*** EXERCISE MATERIAL ***

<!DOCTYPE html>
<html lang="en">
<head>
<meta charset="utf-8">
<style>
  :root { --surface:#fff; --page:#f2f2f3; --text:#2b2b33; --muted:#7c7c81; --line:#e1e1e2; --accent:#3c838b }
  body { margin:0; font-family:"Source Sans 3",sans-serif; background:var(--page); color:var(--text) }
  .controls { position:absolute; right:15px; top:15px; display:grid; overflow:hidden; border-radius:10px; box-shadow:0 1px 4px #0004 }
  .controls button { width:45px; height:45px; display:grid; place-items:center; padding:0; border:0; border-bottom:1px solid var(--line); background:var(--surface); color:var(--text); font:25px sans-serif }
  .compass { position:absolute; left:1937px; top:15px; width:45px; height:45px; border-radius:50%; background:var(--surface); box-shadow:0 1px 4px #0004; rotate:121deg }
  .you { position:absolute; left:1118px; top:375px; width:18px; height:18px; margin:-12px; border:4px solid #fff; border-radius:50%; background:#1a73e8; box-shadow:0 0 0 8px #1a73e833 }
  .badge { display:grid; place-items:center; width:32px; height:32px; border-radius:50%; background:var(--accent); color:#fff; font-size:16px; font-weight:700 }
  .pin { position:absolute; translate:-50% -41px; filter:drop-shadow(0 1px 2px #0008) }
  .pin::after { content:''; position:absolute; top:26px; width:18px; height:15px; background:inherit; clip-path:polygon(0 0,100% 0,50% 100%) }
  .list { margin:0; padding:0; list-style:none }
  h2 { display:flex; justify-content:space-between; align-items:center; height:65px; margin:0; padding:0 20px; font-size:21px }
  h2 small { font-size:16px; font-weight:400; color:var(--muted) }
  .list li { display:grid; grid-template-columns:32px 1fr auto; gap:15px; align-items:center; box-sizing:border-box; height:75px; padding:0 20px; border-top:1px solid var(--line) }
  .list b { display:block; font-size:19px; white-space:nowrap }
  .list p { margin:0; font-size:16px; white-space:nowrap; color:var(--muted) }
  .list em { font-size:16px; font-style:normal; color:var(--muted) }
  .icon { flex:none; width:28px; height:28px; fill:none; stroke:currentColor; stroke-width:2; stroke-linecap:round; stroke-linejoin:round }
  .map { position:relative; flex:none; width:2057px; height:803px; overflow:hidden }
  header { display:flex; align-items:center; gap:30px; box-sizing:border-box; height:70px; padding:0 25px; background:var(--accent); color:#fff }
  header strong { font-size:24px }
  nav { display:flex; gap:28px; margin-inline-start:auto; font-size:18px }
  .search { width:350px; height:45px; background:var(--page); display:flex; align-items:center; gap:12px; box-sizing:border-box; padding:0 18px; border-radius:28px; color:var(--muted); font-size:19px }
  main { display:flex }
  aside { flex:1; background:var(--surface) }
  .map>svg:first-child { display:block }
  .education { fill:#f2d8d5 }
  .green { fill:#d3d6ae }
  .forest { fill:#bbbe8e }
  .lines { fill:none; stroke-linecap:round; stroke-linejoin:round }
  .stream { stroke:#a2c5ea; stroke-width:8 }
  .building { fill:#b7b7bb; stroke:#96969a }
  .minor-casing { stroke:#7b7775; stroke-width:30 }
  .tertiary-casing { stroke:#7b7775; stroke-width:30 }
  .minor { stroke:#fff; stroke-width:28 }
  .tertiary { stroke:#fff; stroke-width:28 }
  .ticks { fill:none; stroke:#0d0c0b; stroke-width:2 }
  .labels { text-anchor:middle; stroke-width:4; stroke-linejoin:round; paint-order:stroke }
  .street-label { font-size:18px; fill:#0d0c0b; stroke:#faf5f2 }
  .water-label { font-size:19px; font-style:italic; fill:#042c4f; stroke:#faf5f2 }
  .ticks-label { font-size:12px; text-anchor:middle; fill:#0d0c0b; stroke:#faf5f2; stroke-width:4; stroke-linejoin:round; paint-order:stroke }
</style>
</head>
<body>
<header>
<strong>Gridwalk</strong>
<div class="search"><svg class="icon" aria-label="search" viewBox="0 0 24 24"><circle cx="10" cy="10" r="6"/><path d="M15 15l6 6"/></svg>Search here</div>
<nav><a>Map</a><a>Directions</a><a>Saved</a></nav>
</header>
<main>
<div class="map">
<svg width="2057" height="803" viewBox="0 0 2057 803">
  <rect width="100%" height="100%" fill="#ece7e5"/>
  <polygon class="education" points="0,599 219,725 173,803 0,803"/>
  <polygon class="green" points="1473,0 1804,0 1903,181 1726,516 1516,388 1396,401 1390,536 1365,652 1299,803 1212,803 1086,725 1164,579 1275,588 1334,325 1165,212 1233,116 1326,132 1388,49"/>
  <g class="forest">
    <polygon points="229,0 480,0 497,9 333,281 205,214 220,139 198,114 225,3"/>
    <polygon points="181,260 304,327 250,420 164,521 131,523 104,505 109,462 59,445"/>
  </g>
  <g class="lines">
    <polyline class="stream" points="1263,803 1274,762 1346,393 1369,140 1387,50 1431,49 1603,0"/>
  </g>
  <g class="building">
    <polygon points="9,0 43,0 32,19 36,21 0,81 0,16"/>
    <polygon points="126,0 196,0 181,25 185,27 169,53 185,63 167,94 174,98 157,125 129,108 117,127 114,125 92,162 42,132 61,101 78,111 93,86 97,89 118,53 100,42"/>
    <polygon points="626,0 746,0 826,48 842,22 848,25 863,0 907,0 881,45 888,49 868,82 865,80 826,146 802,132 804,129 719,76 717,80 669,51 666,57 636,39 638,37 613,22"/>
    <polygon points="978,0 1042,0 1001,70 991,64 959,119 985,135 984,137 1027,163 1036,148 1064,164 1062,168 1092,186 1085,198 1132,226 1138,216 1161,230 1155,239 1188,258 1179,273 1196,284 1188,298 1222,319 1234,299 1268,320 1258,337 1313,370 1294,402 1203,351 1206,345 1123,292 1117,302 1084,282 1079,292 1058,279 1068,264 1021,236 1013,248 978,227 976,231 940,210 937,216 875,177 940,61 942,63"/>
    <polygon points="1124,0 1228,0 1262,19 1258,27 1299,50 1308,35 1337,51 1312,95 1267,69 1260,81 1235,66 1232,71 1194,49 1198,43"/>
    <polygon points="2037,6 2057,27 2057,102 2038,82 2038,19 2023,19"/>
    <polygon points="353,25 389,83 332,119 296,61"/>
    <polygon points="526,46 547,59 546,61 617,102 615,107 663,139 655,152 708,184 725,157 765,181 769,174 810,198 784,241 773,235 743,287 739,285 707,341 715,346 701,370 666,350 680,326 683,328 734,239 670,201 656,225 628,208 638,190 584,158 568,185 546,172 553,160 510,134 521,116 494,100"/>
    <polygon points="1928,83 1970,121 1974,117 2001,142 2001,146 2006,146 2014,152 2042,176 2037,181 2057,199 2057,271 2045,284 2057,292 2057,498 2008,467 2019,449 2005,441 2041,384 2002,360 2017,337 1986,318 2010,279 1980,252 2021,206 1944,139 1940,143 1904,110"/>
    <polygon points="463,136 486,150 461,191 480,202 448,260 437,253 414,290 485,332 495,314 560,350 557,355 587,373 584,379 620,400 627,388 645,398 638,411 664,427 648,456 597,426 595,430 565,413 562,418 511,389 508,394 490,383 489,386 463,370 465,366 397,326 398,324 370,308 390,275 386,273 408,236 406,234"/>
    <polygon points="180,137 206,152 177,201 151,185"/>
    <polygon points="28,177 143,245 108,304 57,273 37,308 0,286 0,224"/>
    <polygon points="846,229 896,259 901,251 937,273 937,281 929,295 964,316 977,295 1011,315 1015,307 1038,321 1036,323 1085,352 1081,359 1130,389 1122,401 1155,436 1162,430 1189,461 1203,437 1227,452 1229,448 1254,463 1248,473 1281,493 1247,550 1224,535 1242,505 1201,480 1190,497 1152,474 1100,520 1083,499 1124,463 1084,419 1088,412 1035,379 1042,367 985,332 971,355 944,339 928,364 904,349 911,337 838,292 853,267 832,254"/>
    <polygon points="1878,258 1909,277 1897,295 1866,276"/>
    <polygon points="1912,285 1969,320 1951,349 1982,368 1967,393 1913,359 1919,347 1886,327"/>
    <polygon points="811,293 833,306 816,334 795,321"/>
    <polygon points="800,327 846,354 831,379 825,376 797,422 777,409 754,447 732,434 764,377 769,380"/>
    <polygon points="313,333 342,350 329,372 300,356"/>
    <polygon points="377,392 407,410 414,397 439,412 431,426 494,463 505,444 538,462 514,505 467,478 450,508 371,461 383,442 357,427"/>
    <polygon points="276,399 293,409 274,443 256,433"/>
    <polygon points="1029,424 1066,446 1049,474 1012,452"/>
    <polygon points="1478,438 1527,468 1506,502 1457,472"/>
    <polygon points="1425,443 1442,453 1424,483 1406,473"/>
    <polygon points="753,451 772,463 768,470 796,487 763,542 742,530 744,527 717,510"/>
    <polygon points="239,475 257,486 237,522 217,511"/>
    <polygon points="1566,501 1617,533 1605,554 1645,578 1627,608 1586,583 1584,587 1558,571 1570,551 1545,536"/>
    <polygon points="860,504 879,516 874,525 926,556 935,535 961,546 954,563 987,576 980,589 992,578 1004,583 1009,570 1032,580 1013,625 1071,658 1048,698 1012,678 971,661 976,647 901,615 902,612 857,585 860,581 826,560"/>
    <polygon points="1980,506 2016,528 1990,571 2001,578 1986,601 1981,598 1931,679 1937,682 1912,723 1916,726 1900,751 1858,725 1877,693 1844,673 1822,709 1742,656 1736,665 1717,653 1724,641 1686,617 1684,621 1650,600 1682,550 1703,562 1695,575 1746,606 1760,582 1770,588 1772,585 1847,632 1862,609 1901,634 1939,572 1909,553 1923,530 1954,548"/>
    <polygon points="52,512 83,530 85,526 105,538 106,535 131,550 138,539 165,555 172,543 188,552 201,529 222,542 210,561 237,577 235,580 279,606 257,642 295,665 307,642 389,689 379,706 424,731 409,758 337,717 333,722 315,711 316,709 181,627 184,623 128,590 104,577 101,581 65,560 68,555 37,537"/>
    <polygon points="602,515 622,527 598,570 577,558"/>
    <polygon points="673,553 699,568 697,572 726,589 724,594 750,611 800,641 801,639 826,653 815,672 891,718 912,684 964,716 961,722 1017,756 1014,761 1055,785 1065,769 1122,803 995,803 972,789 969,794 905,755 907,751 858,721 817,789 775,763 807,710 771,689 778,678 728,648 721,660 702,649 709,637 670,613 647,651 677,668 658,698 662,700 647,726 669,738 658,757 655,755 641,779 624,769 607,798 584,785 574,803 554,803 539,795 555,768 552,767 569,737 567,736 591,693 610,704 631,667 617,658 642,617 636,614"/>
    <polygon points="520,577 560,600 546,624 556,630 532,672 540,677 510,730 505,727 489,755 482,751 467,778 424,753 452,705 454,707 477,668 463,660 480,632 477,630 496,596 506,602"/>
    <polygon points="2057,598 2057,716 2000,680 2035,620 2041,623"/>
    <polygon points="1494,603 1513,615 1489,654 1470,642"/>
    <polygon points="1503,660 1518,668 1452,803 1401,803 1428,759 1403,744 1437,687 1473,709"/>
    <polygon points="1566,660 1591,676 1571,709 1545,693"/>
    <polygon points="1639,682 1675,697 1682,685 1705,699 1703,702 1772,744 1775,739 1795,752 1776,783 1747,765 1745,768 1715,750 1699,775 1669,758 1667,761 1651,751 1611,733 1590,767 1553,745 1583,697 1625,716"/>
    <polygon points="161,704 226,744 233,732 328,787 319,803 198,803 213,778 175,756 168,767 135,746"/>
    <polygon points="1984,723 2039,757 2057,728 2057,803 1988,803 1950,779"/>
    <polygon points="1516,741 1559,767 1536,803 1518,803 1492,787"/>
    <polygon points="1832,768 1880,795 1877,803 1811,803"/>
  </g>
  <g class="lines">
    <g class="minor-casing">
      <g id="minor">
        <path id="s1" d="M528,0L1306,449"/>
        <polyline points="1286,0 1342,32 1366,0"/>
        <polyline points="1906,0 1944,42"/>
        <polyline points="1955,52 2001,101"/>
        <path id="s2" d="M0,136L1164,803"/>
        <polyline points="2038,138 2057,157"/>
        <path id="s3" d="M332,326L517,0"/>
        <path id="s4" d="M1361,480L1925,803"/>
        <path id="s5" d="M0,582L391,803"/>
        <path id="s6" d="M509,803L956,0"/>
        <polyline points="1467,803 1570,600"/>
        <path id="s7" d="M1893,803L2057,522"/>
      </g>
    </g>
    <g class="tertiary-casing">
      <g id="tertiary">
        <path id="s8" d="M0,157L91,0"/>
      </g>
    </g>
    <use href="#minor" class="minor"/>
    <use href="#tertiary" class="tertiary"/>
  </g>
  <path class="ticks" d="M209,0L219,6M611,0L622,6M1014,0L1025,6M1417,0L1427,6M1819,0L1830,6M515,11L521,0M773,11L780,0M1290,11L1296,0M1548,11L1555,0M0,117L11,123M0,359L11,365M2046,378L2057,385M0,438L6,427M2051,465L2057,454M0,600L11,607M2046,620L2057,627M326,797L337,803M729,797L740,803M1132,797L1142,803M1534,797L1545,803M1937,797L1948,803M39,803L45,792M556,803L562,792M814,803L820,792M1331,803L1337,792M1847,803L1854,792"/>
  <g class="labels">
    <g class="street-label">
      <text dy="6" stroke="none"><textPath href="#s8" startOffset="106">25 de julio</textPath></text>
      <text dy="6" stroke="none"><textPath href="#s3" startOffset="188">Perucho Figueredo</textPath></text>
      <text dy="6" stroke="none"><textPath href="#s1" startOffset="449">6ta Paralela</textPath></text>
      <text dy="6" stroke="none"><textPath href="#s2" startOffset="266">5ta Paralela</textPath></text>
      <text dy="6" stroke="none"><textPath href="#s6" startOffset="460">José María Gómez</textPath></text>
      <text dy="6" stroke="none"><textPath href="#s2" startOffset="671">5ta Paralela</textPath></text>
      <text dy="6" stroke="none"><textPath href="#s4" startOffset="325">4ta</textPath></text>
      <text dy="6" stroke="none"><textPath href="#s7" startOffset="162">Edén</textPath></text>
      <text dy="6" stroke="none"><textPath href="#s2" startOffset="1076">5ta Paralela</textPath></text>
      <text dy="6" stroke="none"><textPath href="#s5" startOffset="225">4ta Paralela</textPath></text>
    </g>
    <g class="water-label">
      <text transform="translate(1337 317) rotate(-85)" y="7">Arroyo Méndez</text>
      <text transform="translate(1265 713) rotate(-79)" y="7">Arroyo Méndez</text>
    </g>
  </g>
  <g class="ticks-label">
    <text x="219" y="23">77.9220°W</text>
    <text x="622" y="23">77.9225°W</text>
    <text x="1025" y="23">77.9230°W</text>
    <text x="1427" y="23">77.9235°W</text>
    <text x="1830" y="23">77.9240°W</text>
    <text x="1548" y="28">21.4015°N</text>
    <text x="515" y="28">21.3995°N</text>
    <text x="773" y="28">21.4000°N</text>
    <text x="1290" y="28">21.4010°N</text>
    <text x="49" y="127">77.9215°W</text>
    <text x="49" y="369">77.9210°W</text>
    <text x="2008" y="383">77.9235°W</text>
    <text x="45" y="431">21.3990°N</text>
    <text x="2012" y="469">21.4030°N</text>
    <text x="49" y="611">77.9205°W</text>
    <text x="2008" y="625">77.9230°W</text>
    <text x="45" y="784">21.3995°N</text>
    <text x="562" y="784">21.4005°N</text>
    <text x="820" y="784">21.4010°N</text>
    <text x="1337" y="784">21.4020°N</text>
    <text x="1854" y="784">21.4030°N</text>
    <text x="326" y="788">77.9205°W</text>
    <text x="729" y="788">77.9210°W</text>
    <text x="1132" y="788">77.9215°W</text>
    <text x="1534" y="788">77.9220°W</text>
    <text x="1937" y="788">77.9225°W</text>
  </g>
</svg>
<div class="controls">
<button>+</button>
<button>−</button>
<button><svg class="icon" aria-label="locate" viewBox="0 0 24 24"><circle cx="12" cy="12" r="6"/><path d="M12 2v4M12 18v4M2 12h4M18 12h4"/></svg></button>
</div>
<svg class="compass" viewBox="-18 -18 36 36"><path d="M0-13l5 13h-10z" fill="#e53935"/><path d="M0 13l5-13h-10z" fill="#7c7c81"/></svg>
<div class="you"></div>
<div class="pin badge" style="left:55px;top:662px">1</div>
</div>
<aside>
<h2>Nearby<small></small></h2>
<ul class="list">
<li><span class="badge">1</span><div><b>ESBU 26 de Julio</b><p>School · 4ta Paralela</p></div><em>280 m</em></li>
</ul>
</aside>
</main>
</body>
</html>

***

* _WHAT TO PRODUCE_
Only lines containing the word "compass" should appear in the answer, and every such line from the records above must be there.

* _PROBLEM SOLUTION_
  .compass { position:absolute; left:1937px; top:15px; width:45px; height:45px; border-radius:50%; background:var(--surface); box-shadow:0 1px 4px #0004; rotate:121deg }
<svg class="compass" viewBox="-18 -18 36 36"><path d="M0-13l5 13h-10z" fill="#e53935"/><path d="M0 13l5-13h-10z" fill="#7c7c81"/></svg>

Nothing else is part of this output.